Question 1: Which statement most closely portrays your company’s travel program?
- The travel program is designed around what the business hopes/wants the traveler to do, using the prescribed tools, processes, relationships, and goals we have in place.
- The travel program is designed around what travelers need to be smart, productive, connected, and supported before, during and after travel, using a mix of tools, people and preferred relationships that know them over time.
Question 2: Which statement most closely defines a business trip within your company?
- A business trip is a map of a process, or series of steps in a process of decisions to be optimized.
- A business trip is a traveler’s journey comprised of a set of changing interactions that require information, recommended action, and support (often) in real-time.
Question 3: Which statement most closely describes a business traveler in your company?

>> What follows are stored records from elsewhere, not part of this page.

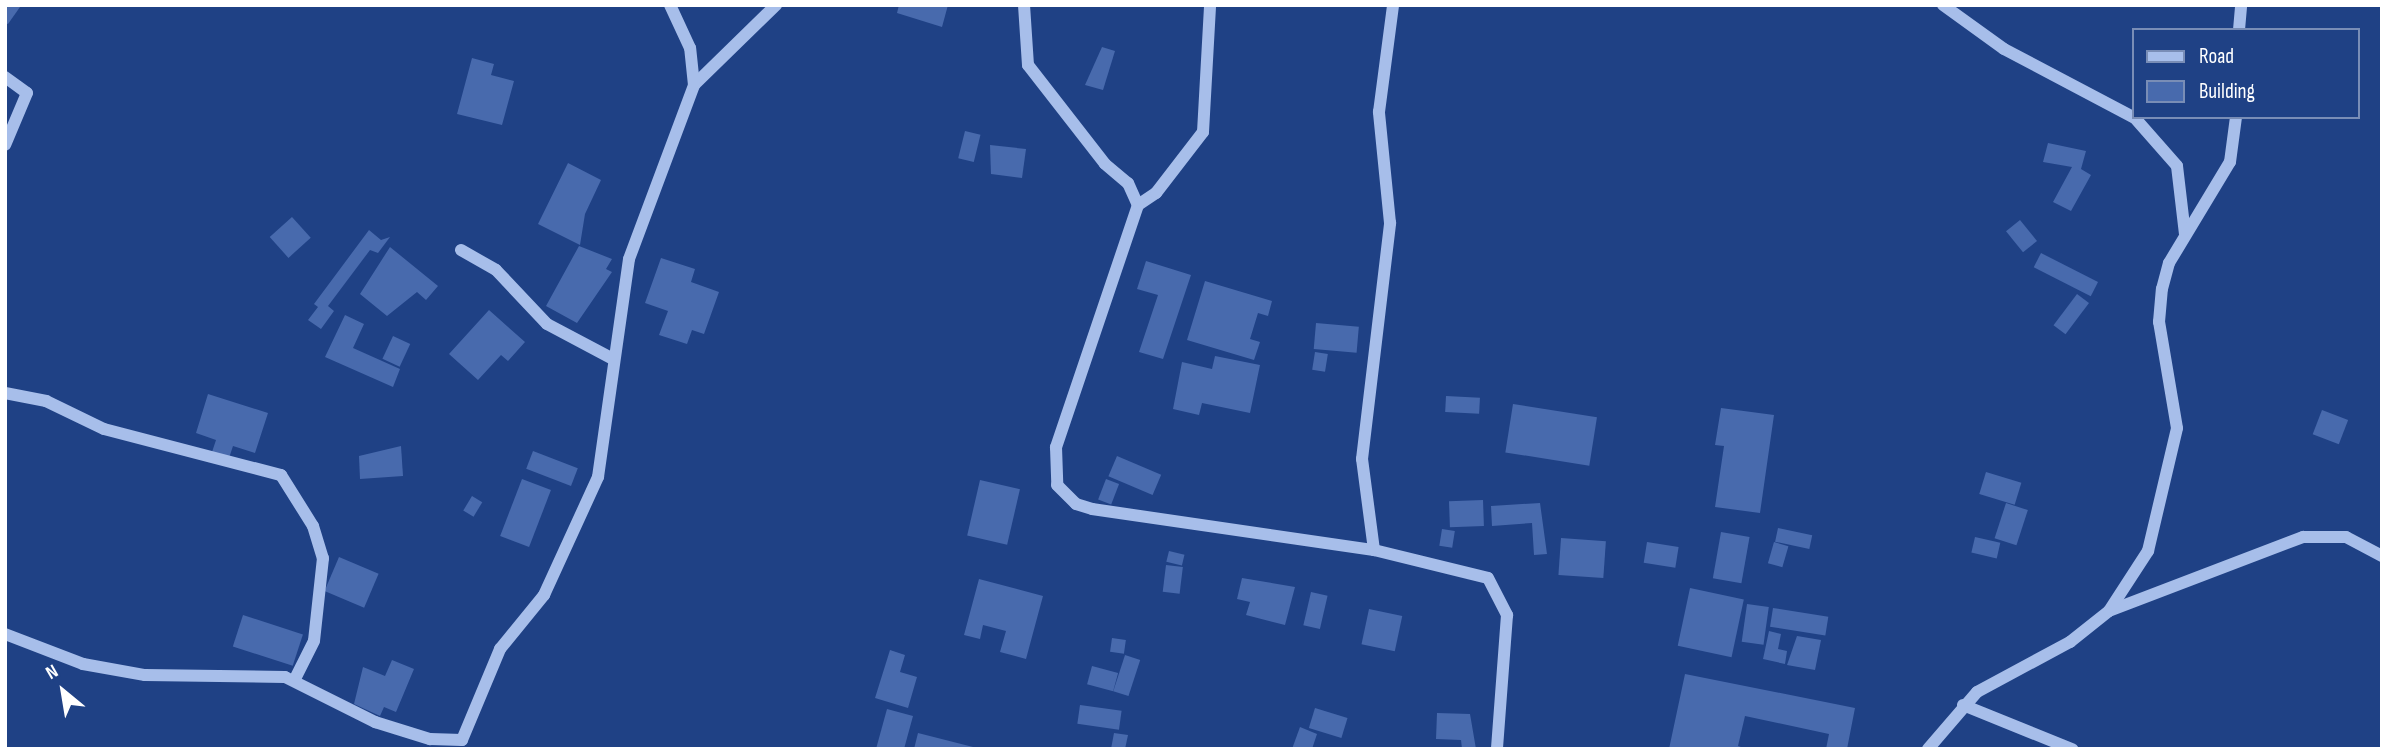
<!DOCTYPE html>
<html>
<head>
<meta charset="utf-8">
<style>
  body { margin:0 }
  #map { position:relative; width:2387px; height:754px; overflow:hidden; background:#1f4185; font-family:"Sofia Sans Condensed",sans-serif }
  div>[style] { position:absolute }
  [style*='--x'] { left:calc(var(--x)*1px); top:calc(var(--y)*1px); width:calc(var(--w)*1px); rotate:calc(var(--a)*1deg) }
  .building>* { inset:0; background:#486aad; transform-origin:0 0 }
  .minor>* { height:12px; margin:-6px; padding:0 6px; transform-origin:6px; border-radius:6px; background:#a7beea }
  span { translate:-50% -50%; white-space:nowrap; text-align:center; line-height:1.15; -webkit-text-stroke:6px #1f4185; paint-order:stroke }
  .frame { position:absolute; inset:0; border:7px solid #fff; pointer-events:none }
  .legend { position:absolute; left:2132px; top:28px; width:228px; height:91px; box-sizing:border-box; background:#1f4185; border:2px solid #798db6; margin:0; padding:9px 12px; list-style:none; font-size:21px; color:#fff }
  .legend li { display:flex; align-items:center; gap:14px; height:35px }
  .legend b { width:35px; border:2px solid #798db6 }
  .north { position:absolute; left:28px; top:656px; width:70px; height:70px; -webkit-text-stroke:5px #1f4185; paint-order:stroke; rotate:330deg; font-size:19px; font-weight:700; line-height:28px; text-align:center; color:#fff }
  .north::after { content:''; display:block; margin:auto; width:24px; height:32px; background:#fff; clip-path:polygon(50% 0,100% 100%,50% 72%,0 100%) }
</style>
</head>
<body>
<div id="map">
  <div class="building">
    <i style="clip-path:polygon(5px 5px,20px 7px,8px 24px,5px 23px)"></i>
    <i style="clip-path:polygon(899px 5px,948px 5px,942px 27px,897px 13px)"></i>
    <i style="clip-path:polygon(1102px 47px,1115px 51px,1103px 90px,1085px 85px)"></i>
    <i style="clip-path:polygon(472px 58px,494px 64px,491px 75px,514px 81px,502px 125px,457px 114px)"></i>
    <i style="left:965px;top:131px;width:16px;height:28px;rotate:14deg"></i>
    <i style="clip-path:polygon(2048px 143px,2086px 151px,2081px 169px,2091px 175px,2071px 211px,2053px 202px,2072px 167px,2043px 162px)"></i>
    <i style="clip-path:polygon(990px 145px,1026px 149px,1022px 178px,991px 174px)"></i>
    <i style="clip-path:polygon(568px 163px,601px 180px,585px 214px,580px 245px,538px 224px)"></i>
    <i style="left:292px;top:217px;width:28px;height:30px;rotate:48deg"></i>
    <i style="left:2020px;top:220px;width:27px;height:18px;rotate:51deg"></i>
    <i style="clip-path:polygon(369px 230px,381px 240px,390px 237px,378px 253px,370px 250px,328px 306px,334px 311px,321px 329px,308px 320px,318px 307px,314px 304px)"></i>
    <i style="clip-path:polygon(579px 246px,612px 259px,606px 269px,612px 272px,577px 323px,546px 306px)"></i>
    <i style="clip-path:polygon(390px 247px,438px 286px,426px 300px,417px 292px,387px 316px,360px 294px)"></i>
    <i style="left:2041px;top:253px;width:64px;height:16px;rotate:27deg"></i>
    <i style="clip-path:polygon(661px 258px,695px 269px,691px 282px,719px 292px,704px 334px,692px 330px,687px 344px,659px 335px,668px 311px,645px 303px)"></i>
    <i style="clip-path:polygon(1146px 261px,1191px 275px,1163px 359px,1139px 352px,1158px 295px,1137px 289px)"></i>
    <i style="clip-path:polygon(1205px 281px,1272px 301px,1268px 316px,1258px 313px,1250px 339px,1260px 342px,1254px 360px,1187px 340px)"></i>
    <i style="left:2077px;top:294px;width:15px;height:39px;rotate:37deg"></i>
    <i style="clip-path:polygon(489px 310px,525px 342px,508px 361px,501px 355px,478px 380px,449px 354px)"></i>
    <i style="clip-path:polygon(345px 315px,364px 324px,353px 348px,400px 369px,393px 387px,325px 357px)"></i>
    <i style="left:1316px;top:323px;width:43px;height:26px;rotate:5deg"></i>
    <i style="left:393px;top:336px;width:19px;height:25px;rotate:25deg"></i>
    <i style="left:1315px;top:352px;width:13px;height:18px;rotate:9deg"></i>
    <i style="clip-path:polygon(1215px 356px,1260px 365px,1250px 413px,1202px 403px,1199px 415px,1173px 409px,1182px 362px,1212px 369px)"></i>
    <i style="clip-path:polygon(208px 394px,268px 413px,255px 453px,233px 446px,229px 458px,212px 452px,216px 440px,196px 433px)"></i>
    <i style="left:1446px;top:396px;width:34px;height:16px;rotate:3deg"></i>
    <i style="left:1513px;top:404px;width:85px;height:49px;rotate:9deg"></i>
    <i style="clip-path:polygon(1721px 408px,1774px 415px,1760px 513px,1715px 507px,1724px 446px,1715px 445px)"></i>
    <i style="left:2322px;top:410px;width:28px;height:26px;rotate:21deg"></i>
    <i style="clip-path:polygon(401px 446px,403px 476px,360px 479px,359px 456px)"></i>
    <i style="left:533px;top:451px;width:48px;height:19px;rotate:21deg"></i>
    <i style="left:1117px;top:456px;width:48px;height:22px;rotate:23deg"></i>
    <i style="left:1986px;top:472px;width:37px;height:23px;rotate:17deg"></i>
    <i style="left:522px;top:479px;width:31px;height:61px;rotate:21deg"></i>
    <i style="left:1106px;top:479px;width:14px;height:22px;rotate:21deg"></i>
    <i style="left:980px;top:480px;width:41px;height:57px;rotate:13deg"></i>
    <i style="left:472px;top:496px;width:12px;height:17px;rotate:31deg"></i>
    <i style="left:1483px;top:500px;width:26px;height:34px;rotate:88deg"></i>
    <i style="clip-path:polygon(1540px 503px,1547px 554px,1534px 555px,1532px 523px,1492px 526px,1491px 506px)"></i>
    <i style="left:2006px;top:503px;width:23px;height:37px;rotate:18deg"></i>
    <i style="left:1778px;top:528px;width:35px;height:14px;rotate:12deg"></i>
    <i style="left:1442px;top:529px;width:13px;height:17px;rotate:9deg"></i>
    <i style="left:1721px;top:532px;width:29px;height:47px;rotate:10deg"></i>
    <i style="left:1975px;top:537px;width:26px;height:16px;rotate:13deg"></i>
    <i style="left:1561px;top:538px;width:45px;height:37px;rotate:4deg"></i>
    <i style="left:1647px;top:542px;width:32px;height:21px;rotate:9deg"></i>
    <i style="left:1774px;top:542px;width:15px;height:22px;rotate:16deg"></i>
    <i style="left:1169px;top:551px;width:16px;height:11px;rotate:14deg"></i>
    <i style="left:339px;top:557px;width:43px;height:37px;rotate:23deg"></i>
    <i style="left:1166px;top:565px;width:17px;height:27px;rotate:7deg"></i>
    <i style="clip-path:polygon(1242px 578px,1295px 587px,1285px 625px,1246px 615px,1250px 602px,1237px 599px)"></i>
    <i style="clip-path:polygon(979px 579px,1043px 596px,1026px 659px,1000px 652px,1006px 631px,983px 625px,980px 639px,964px 635px)"></i>
    <i style="left:1690px;top:588px;width:55px;height:59px;rotate:12deg"></i>
    <i style="left:1311px;top:592px;width:17px;height:34px;rotate:13deg"></i>
    <i style="left:1747px;top:604px;width:22px;height:38px;rotate:8deg"></i>
    <i style="left:1773px;top:608px;width:56px;height:19px;rotate:9deg"></i>
    <i style="left:1369px;top:609px;width:34px;height:36px;rotate:12deg"></i>
    <i style="left:243px;top:615px;width:63px;height:33px;rotate:18deg"></i>
    <i style="clip-path:polygon(1769px 631px,1781px 634px,1778px 649px,1787px 651px,1785px 664px,1763px 659px)"></i>
    <i style="clip-path:polygon(1797px 636px,1821px 640px,1815px 670px,1787px 665px)"></i>
    <i style="left:1112px;top:638px;width:14px;height:14px;rotate:8deg"></i>
    <i style="clip-path:polygon(890px 650px,905px 655px,900px 672px,917px 677px,908px 708px,875px 698px)"></i>
    <i style="left:1125px;top:655px;width:16px;height:38px;rotate:18deg"></i>
    <i style="clip-path:polygon(392px 660px,414px 669px,396px 712px,384px 707px,380px 716px,354px 704px,363px 667px,385px 676px)"></i>
    <i style="left:1092px;top:666px;width:27px;height:19px;rotate:15deg"></i>
    <i style="clip-path:polygon(1685px 674px,1855px 708px,1847px 749px,1826px 749px,1829px 734px,1745px 716px,1738px 746px,1747px 749px,1669px 749px)"></i>
    <i style="left:1080px;top:705px;width:42px;height:19px;rotate:8deg"></i>
    <i style="left:1315px;top:708px;width:34px;height:21px;rotate:17deg"></i>
    <i style="clip-path:polygon(887px 709px,913px 716px,904px 749px,876px 749px)"></i>
    <i style="clip-path:polygon(1437px 713px,1470px 714px,1476px 749px,1462px 749px,1461px 740px,1436px 739px)"></i>
    <i style="clip-path:polygon(1300px 727px,1317px 734px,1312px 749px,1292px 749px)"></i>
    <i style="clip-path:polygon(918px 733px,977px 748px,977px 749px,914px 749px)"></i>
    <i style="clip-path:polygon(1114px 733px,1128px 735px,1125px 749px,1111px 749px)"></i>
  </div>
  <div class="minor">
    <i style="--x:1024;--y:5;--w:60;--a:86.2"></i>
    <i style="--x:1028;--y:65;--w:125;--a:52.1"></i>
    <i style="--x:1105;--y:164;--w:30;--a:40"></i>
    <i style="--x:1128;--y:183;--w:24;--a:66"></i>
    <i style="--x:1138;--y:205;--w:256;--a:108.7"></i>
    <i style="--x:1056;--y:447;--w:38;--a:88"></i>
    <i style="--x:1057;--y:485;--w:27;--a:45"></i>
    <i style="--x:1076;--y:504;--w:17;--a:17"></i>
    <i style="--x:1092;--y:509;--w:285;--a:8.3"></i>
    <i style="--x:1374;--y:550;--w:117;--a:13.8"></i>
    <i style="--x:1488;--y:578;--w:42;--a:62.8"></i>
    <i style="--x:1507;--y:615;--w:134;--a:94.3"></i>
    <i style="--x:1943;--y:5;--w:75;--a:35.8"></i>
    <i style="--x:2004;--y:49;--w:146;--a:27.8"></i>
    <i style="--x:2239;--y:30;--w:25;--a:-85"></i>
    <i style="--x:5;--y:77;--w:27;--a:36"></i>
    <i style="--x:27;--y:93;--w:56;--a:112.9"></i>
    <i style="--x:694;--y:85;--w:115;--a:-44.3"></i>
    <i style="--x:2134;--y:117;--w:65;--a:48.7"></i>
    <i style="--x:2177;--y:166;--w:68;--a:83.3"></i>
    <i style="--x:1138;--y:205;--w:22;--a:-34"></i>
    <i style="--x:1156;--y:193;--w:77;--a:-52.4"></i>
    <i style="--x:1203;--y:132;--w:127;--a:-86.8"></i>
    <i style="--x:461;--y:250;--w:40;--a:29.7"></i>
    <i style="--x:496;--y:270;--w:74;--a:46.6"></i>
    <i style="--x:547;--y:324;--w:75;--a:27.9"></i>
    <i style="--x:5;--y:393;--w:42;--a:11"></i>
    <i style="--x:46;--y:401;--w:64;--a:25.8"></i>
    <i style="--x:104;--y:429;--w:183;--a:14.6"></i>
    <i style="--x:281;--y:475;--w:60;--a:57.9"></i>
    <i style="--x:313;--y:526;--w:34;--a:73"></i>
    <i style="--x:323;--y:558;--w:83;--a:96.2"></i>
    <i style="--x:314;--y:641;--w:42;--a:116.6"></i>
    <i style="--x:1374;--y:550;--w:92;--a:-97.5"></i>
    <i style="--x:1362;--y:459;--w:238;--a:-83.2"></i>
    <i style="--x:1390;--y:223;--w:112;--a:-95.7"></i>
    <i style="--x:1379;--y:112;--w:108;--a:-82.5"></i>
    <i style="--x:2109;--y:611;--w:208;--a:-20.9"></i>
    <i style="--x:2303;--y:537;--w:43;--a:0"></i>
    <i style="--x:2346;--y:537;--w:41;--a:27.8"></i>
    <i style="--x:5;--y:634;--w:84;--a:21"></i>
    <i style="--x:83;--y:664;--w:63;--a:10.1"></i>
    <i style="--x:145;--y:675;--w:140;--a:0.8"></i>
    <i style="--x:285;--y:677;--w:101;--a:26.6"></i>
    <i style="--x:375;--y:722;--w:58;--a:17.2"></i>
    <i style="--x:430;--y:739;--w:32;--a:2"></i>
    <i style="--x:462;--y:740;--w:99;--a:-67.3"></i>
    <i style="--x:500;--y:649;--w:70;--a:-50.8"></i>
    <i style="--x:544;--y:595;--w:130;--a:-65.4"></i>
    <i style="--x:598;--y:477;--w:220;--a:-81.9"></i>
    <i style="--x:629;--y:259;--w:186;--a:-69.5"></i>
    <i style="--x:694;--y:85;--w:37;--a:-96"></i>
    <i style="--x:690;--y:48;--w:47;--a:-114.9"></i>
    <i style="--x:1963;--y:705;--w:118;--a:22"></i>
    <i style="--x:1928;--y:749;--w:75;--a:-49.3"></i>
    <i style="--x:1977;--y:692;--w:106;--a:-28.3"></i>
    <i style="--x:2070;--y:642;--w:50;--a:-38.5"></i>
    <i style="--x:2109;--y:611;--w:72;--a:-57"></i>
    <i style="--x:2148;--y:551;--w:126;--a:-76.7"></i>
    <i style="--x:2177;--y:428;--w:108;--a:-99.6"></i>
    <i style="--x:2159;--y:322;--w:33;--a:-85"></i>
    <i style="--x:2162;--y:289;--w:27;--a:-75"></i>
    <i style="--x:2169;--y:263;--w:118;--a:-58.9"></i>
    <i style="--x:2230;--y:162;--w:45;--a:-82.4"></i>
  </div>
  <div class="frame"></div>
  <ul class="legend">
  <li><b style="height:9px;background:#a7beea"></b>Road</li>
  <li><b style="height:19px;background:#486aad"></b>Building</li>
  </ul>
  <div class="north">N</div>
</div>
</body>
</html>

- A business traveler is an employee of the company who subscribes to the programs and policies set forth by the company to achieve its goals.
- A business traveler is an emissary of the company and its brand, and is directly responsible for the experience customers have with it which affect the company’s growth.
What does this mean for you?
While you may feel conflicted, I intentionally listed only two and opposing responses to each question. This is to showcase the extremes and offer a progressive path forward.
Inside-out view
If you selected the first option in each set, then you and your company have an “inside-out” view of your travel program, business trips, and travelers. This means your processes and policies center on the capabilities, systems, and financial needs of the business. To improve program performance, you tweak or optimize traditional methods. You might automate processes, control costs, or improved traveler management to produce incremental improvements, but their effects diminish over time. This is because the past is derailing how business is changing. It assumes the current business model, culture, workforce, and travel program is as right for today and the future as it was when it was initially created. Many travel managers see some progress but feel unprepared for the next wave of real-time, personalization and digital innovations.
Outside-in view
If you selected the second option in each set, then you and your company have an “outside-in” view of your travel program, business trips, and travelers. This means your program is traveler-centric. I recommend the progressive view for your travel program to keep pace and contribute to your company’s bottom line today, and in the future.
This view values travel policy, and a managed approach to travel spend and your company’s goals. But, it requires you to let go of a business trip as a formulaic process. Instead, it encourages design-thinking (like technology companies use) and views a trip as a journey comprised of a set of interactions and real-time decisions for the traveler.
It also means viewing travelers as ambassadors of your company’s brand and treating them as internal customers. It means prioritizing the travelers’ experience and digital opportunities to empower and engage them through service, support, and communications. In exchange, your travelers feel a sense of investment, so they proactively provide feedback, actively support the program, and improve performance. This alignment is critical as companies increasingly view employees as their greatest asset and competitive advantage to grow the business.
This view directly aligns your program with company goals, doing your part to boost employee engagement and connecting travelers to strategic imperatives. It demands adjustments to your travel policy, how you communicate with travelers, and the messages you share so travelers connect the impact of their choices to business performance. It requires procurement to evaluate decisions based on improving the workplace and performance, rather than only focusing on cost and proposed deliverables.
Traveler engagement matters more now than ever
The future of work depends on inspiring a changing global workforce that thinks more like consumers and are co-dependent on technology. The future of travel management depends on removing pain points and distractions to create a better work/travel experience. Traveler engagement offers a blueprint for migrating your program from an “inside-out” to an “outside-in” approach. It is an ongoing and disciplined way of providing timely and relevant information through the channels and tools travelers already use. It offers a strategic way to connect and creative way to market to travelers to solicit their input, guide purchase decisions, provide crisis support, and remedy traveler support issues.